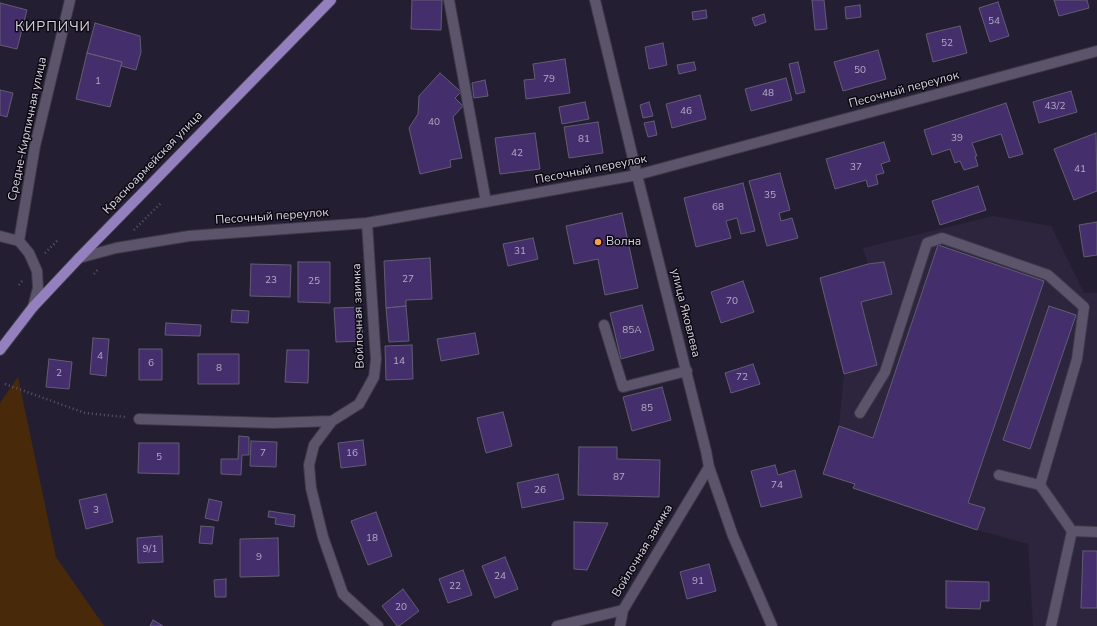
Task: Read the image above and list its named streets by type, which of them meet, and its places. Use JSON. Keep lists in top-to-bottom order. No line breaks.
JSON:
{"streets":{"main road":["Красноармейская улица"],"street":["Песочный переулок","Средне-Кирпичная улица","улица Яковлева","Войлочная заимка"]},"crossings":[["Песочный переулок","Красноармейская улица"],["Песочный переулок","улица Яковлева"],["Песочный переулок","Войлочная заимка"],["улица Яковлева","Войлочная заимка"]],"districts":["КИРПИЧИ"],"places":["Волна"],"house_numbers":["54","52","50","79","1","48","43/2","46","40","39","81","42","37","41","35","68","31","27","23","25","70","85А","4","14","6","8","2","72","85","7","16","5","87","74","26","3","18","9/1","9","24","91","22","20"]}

...

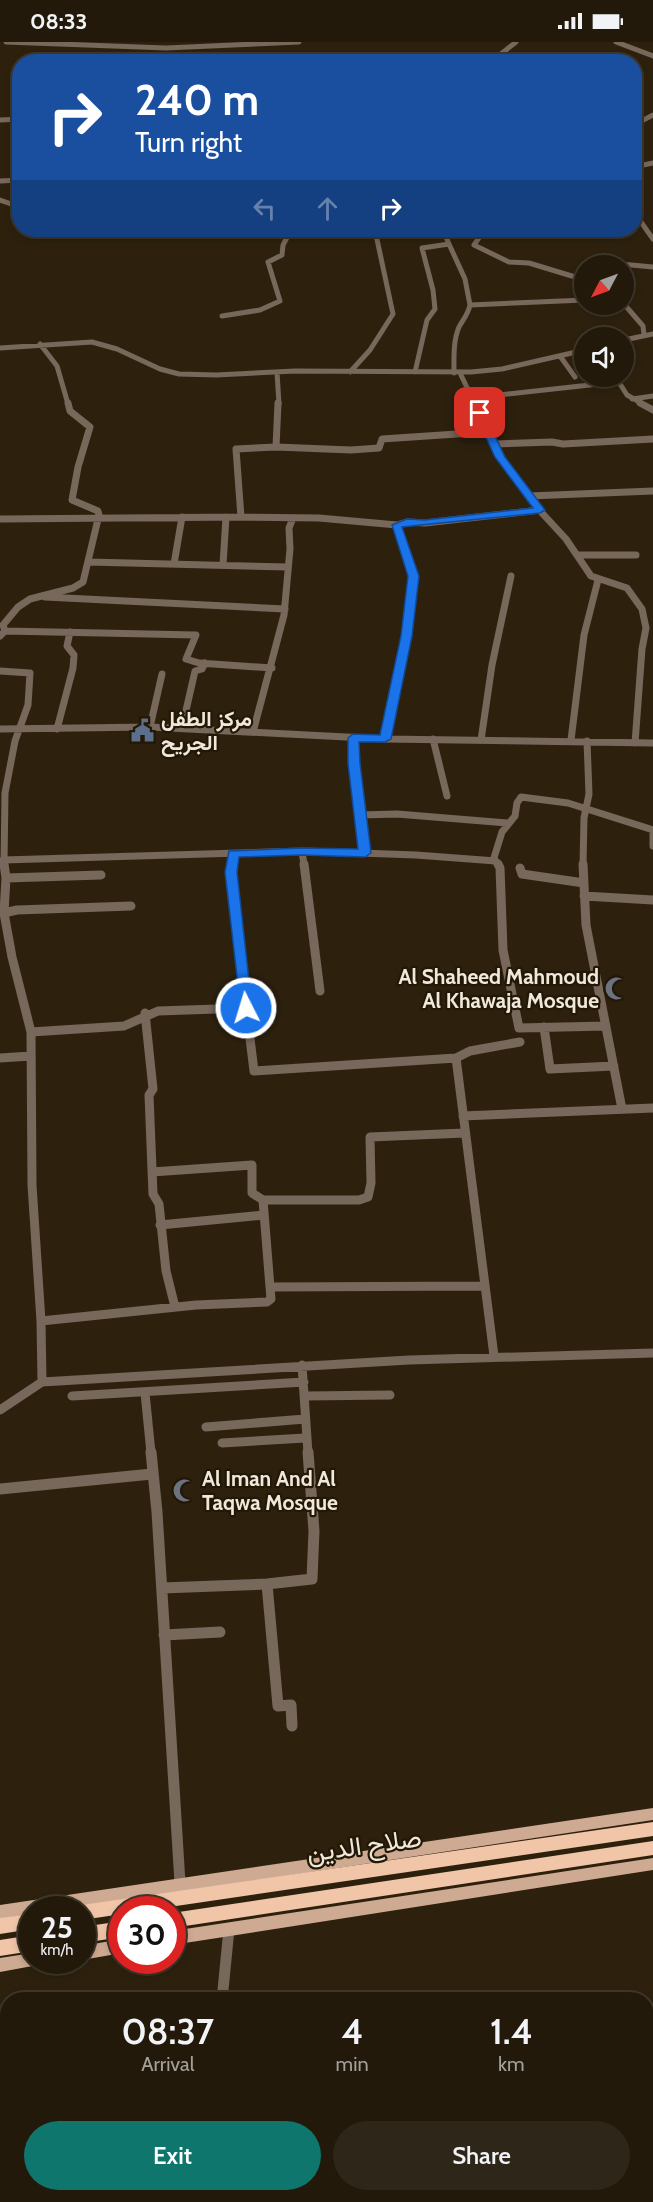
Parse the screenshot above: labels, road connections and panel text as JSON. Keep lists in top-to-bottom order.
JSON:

...

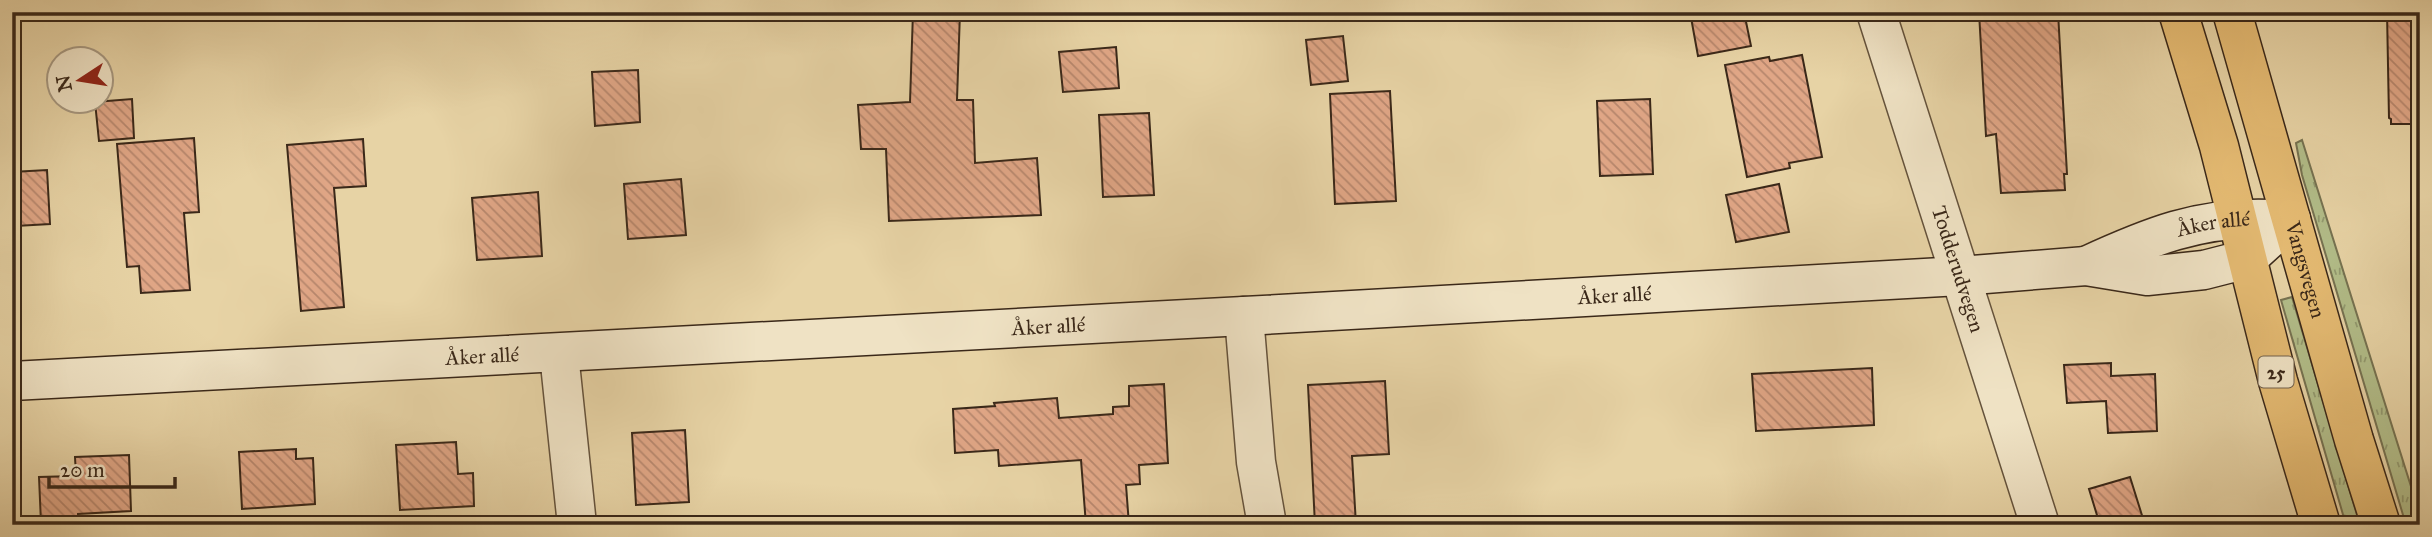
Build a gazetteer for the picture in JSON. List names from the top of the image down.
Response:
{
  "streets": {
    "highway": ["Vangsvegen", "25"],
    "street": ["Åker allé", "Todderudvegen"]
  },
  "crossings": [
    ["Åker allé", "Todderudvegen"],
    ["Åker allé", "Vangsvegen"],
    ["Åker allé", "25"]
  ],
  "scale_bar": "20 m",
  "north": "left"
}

BRIEF:
Please list every line of the records that contains "above".

EXPECTED ANSWER:
Task: Read the image above and list its named streets by type, which of them meet, and its places. Use JSON. Keep lists in top-to-bottom order. No line breaks.
Parse the screenshot above: labels, road connections and panel text as JSON. Keep lists in top-to-bottom order.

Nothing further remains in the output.